## AIM OF THE TASK
In the records below, which lines include "Order"? Copy them.

[Dataset entries]

┄┄┄┄┄┄┄┄┄┄┄┄┄┄┄┄┄┄┄┄

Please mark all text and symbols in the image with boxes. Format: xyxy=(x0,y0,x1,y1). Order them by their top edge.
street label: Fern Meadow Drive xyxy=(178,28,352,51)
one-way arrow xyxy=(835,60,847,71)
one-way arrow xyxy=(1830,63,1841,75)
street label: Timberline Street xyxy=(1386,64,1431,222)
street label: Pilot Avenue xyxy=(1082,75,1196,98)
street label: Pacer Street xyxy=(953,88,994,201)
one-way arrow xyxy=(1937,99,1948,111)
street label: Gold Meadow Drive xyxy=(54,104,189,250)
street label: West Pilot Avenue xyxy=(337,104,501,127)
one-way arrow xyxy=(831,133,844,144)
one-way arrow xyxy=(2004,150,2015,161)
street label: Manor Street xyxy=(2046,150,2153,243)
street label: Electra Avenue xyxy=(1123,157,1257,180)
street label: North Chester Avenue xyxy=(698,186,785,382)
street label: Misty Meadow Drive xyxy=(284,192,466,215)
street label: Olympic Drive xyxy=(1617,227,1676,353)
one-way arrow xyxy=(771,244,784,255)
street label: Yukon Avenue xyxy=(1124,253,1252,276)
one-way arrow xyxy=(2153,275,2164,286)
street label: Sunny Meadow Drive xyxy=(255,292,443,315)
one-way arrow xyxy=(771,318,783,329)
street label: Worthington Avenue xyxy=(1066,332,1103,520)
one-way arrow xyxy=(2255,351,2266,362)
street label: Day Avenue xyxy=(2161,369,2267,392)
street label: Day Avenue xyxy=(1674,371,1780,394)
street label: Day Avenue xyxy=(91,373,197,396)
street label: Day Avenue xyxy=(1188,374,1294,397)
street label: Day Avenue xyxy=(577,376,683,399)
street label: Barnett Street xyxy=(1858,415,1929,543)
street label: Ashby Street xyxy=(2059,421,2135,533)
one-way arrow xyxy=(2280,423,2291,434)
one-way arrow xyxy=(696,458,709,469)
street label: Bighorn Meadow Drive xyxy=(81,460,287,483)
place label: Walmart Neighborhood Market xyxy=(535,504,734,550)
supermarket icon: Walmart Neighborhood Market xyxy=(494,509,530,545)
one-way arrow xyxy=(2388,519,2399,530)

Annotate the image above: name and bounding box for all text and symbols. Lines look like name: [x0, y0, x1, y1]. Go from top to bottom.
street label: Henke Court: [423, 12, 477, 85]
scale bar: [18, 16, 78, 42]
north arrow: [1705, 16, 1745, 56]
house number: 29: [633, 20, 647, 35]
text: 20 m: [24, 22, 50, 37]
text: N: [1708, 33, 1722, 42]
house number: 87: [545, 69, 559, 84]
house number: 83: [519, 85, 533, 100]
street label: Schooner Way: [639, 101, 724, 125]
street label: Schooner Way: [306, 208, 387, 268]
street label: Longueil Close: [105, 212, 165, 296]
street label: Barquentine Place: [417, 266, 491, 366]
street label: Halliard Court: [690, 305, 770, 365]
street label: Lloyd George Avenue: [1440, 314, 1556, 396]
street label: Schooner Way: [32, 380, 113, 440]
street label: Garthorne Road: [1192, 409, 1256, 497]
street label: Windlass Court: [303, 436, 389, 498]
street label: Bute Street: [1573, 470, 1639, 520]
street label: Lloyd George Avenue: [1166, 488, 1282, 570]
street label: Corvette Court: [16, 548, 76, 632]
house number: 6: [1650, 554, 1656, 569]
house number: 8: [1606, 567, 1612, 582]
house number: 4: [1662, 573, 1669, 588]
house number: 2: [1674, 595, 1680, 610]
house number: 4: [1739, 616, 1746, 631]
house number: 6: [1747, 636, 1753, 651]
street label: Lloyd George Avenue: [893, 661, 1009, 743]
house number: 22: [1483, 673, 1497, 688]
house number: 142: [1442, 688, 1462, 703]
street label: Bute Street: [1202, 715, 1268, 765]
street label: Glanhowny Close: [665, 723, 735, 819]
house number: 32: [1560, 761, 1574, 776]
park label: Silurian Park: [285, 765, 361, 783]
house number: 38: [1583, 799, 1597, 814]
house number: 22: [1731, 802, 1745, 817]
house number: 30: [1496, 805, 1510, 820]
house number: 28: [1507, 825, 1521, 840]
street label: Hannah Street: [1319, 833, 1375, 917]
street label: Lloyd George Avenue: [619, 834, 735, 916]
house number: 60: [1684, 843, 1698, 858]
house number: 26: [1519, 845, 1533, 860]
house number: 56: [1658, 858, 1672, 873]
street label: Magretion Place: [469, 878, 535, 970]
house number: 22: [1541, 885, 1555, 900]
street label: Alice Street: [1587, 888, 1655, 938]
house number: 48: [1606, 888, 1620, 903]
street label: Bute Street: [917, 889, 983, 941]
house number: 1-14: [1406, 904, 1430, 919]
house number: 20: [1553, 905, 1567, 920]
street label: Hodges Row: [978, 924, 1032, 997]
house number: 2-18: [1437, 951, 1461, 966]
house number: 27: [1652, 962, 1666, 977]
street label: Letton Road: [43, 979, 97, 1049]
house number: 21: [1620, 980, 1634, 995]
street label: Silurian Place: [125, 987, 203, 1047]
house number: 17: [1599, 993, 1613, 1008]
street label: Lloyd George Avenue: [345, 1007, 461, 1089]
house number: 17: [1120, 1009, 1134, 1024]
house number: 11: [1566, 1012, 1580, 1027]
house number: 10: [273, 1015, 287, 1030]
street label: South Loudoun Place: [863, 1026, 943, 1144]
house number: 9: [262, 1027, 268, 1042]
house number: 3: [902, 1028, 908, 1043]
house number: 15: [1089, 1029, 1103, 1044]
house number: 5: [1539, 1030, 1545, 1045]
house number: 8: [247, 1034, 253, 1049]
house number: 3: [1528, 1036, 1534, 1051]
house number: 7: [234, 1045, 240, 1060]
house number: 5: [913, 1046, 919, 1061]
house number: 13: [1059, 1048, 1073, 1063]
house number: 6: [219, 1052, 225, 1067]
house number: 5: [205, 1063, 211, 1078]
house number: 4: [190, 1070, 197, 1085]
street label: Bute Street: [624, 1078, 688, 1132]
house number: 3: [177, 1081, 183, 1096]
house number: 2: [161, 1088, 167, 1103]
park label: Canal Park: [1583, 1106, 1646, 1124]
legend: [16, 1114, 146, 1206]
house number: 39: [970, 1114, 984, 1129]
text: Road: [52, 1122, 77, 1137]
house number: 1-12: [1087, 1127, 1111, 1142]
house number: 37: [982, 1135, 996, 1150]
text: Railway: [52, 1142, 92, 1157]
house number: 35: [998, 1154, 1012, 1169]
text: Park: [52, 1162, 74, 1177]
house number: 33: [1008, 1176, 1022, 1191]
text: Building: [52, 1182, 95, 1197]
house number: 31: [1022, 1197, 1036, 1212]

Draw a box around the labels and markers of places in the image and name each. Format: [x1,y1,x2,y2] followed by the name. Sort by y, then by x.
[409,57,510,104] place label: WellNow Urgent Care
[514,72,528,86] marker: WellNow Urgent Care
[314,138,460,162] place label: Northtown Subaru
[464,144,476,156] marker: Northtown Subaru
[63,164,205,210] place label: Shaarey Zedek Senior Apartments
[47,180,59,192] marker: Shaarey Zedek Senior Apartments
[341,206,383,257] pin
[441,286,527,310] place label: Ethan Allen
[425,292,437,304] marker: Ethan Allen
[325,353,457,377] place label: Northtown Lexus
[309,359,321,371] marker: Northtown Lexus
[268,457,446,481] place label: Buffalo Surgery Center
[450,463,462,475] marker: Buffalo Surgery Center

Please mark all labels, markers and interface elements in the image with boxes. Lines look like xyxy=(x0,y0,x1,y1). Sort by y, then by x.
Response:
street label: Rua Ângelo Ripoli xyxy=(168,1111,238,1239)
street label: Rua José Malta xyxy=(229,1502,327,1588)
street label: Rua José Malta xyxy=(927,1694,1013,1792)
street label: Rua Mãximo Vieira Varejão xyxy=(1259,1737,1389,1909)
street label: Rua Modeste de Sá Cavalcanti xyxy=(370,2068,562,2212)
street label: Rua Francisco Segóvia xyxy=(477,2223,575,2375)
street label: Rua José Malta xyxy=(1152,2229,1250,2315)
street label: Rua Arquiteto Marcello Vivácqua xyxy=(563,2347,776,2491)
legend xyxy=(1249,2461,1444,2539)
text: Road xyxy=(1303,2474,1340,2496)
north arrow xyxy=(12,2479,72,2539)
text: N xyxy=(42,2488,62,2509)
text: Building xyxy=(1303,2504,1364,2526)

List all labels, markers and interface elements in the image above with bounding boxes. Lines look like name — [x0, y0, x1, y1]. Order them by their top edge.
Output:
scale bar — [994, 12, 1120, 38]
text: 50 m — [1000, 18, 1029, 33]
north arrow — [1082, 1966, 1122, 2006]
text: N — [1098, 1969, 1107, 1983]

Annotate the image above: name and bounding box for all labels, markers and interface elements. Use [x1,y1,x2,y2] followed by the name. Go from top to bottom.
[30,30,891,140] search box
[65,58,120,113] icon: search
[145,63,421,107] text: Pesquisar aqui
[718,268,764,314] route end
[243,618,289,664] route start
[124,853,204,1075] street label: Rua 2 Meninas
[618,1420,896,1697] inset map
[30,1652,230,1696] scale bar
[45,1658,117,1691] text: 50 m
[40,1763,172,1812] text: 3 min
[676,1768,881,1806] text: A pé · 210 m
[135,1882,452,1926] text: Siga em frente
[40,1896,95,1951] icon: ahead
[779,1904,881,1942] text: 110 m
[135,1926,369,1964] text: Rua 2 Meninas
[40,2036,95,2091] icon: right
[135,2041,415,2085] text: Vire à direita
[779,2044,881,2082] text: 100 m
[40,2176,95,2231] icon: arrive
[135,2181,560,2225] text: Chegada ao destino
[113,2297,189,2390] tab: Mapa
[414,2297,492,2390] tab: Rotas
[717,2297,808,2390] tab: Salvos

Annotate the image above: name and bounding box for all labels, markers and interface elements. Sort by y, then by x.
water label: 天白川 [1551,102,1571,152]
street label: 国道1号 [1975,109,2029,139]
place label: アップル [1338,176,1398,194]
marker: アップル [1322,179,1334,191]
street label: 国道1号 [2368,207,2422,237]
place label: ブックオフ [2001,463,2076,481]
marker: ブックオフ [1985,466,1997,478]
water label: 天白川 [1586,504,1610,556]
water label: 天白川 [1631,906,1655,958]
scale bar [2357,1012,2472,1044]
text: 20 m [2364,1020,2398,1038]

┄┄┄┄┄┄┄┄┄┄┄┄┄┄┄┄┄┄┄┄

## RESULT BELOW
Please mark all text and symbols in the image with boxes. Format: xyxy=(x0,y0,x1,y1). Order them by their top edge.
List all labels, markers and interface elements in the image above with bounding boxes. Lines look like name — [x0, y0, x1, y1]. Order them by their top edge.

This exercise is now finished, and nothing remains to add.